#### WHAT THE TASK REQUIRES:
Copy each line in the data that includes the word "parks".

◇ ◇ ◇ ◇

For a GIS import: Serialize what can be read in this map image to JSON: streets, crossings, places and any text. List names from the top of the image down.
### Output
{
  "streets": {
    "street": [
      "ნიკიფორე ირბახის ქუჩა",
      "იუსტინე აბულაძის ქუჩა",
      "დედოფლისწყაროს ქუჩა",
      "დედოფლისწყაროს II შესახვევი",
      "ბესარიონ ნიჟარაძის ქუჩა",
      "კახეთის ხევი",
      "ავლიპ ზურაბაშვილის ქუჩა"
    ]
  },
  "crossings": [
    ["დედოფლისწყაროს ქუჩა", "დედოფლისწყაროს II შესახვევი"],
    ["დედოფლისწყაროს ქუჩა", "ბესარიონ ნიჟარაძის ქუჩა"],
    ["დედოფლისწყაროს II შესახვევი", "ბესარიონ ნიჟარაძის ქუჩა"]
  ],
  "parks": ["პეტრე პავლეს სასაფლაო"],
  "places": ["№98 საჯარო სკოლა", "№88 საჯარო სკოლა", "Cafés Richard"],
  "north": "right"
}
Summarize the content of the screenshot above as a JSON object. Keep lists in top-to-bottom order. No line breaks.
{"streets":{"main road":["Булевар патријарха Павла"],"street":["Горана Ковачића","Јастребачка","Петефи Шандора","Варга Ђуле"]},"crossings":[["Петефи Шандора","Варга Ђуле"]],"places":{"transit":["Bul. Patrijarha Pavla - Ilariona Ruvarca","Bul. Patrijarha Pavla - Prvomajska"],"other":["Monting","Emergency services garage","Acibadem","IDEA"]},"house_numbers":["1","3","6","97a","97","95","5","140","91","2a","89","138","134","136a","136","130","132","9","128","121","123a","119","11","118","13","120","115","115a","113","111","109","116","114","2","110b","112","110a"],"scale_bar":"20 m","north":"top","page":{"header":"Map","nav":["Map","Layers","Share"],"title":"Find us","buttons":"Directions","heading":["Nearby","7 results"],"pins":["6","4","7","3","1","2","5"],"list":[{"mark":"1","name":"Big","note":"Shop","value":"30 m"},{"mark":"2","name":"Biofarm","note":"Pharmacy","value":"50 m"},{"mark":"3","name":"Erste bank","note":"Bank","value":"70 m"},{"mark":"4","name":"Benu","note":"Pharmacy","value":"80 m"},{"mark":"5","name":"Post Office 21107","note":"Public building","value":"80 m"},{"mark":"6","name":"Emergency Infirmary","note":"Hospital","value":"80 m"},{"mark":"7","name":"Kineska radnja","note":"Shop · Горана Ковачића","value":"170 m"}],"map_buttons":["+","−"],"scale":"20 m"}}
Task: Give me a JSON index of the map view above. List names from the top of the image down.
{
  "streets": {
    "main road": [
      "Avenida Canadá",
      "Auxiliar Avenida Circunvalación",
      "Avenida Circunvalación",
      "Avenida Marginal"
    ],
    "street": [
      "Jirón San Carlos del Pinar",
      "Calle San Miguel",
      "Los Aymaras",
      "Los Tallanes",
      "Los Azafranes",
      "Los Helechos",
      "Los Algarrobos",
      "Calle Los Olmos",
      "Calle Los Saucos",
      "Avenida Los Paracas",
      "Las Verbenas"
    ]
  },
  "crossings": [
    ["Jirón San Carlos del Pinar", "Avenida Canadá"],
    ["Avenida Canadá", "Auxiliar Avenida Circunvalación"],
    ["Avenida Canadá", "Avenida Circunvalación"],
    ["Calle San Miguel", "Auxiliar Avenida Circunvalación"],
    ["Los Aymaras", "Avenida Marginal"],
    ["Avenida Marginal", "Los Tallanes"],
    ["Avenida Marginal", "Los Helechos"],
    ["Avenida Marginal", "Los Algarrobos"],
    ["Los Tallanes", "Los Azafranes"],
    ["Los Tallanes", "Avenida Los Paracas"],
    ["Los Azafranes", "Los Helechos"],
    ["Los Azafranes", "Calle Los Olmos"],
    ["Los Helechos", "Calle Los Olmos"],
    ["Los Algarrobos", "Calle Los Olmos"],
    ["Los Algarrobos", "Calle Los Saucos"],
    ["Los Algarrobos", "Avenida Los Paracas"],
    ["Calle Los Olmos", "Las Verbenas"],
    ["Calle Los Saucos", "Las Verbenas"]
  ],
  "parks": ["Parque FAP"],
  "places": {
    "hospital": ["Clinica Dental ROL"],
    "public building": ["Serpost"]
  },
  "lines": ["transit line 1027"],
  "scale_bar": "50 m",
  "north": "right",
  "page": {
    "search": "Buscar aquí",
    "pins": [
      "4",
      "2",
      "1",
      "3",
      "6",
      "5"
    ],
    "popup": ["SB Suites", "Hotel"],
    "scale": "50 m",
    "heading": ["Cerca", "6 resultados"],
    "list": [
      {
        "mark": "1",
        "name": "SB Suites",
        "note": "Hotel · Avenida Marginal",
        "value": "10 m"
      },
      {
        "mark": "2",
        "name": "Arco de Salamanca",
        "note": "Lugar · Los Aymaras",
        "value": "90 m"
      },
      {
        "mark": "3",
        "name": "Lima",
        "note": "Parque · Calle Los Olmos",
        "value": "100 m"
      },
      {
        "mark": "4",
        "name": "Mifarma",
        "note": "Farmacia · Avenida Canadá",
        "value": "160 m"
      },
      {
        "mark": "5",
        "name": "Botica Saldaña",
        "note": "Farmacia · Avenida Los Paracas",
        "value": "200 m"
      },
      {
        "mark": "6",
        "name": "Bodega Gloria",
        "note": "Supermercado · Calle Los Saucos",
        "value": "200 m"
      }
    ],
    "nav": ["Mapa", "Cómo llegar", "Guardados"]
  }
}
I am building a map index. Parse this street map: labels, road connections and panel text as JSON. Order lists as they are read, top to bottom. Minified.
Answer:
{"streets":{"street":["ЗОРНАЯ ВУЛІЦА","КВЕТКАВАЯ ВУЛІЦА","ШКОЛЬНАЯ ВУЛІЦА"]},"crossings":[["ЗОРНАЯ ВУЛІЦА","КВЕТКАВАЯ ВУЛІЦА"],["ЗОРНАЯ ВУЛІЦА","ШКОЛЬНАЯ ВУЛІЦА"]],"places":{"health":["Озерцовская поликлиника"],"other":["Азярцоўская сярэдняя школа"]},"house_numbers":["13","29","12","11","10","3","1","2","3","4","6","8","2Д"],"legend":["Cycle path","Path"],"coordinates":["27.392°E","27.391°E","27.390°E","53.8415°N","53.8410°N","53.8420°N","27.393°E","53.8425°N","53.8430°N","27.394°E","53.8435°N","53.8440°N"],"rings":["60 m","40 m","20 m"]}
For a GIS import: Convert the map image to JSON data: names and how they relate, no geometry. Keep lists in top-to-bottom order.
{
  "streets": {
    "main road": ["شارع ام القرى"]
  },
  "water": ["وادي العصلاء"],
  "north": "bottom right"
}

◇ ◇ ◇ ◇

#### EXERCISE OUTPUT:
  "parks": ["პეტრე პავლეს სასაფლაო"],
  "parks": ["Parque FAP"],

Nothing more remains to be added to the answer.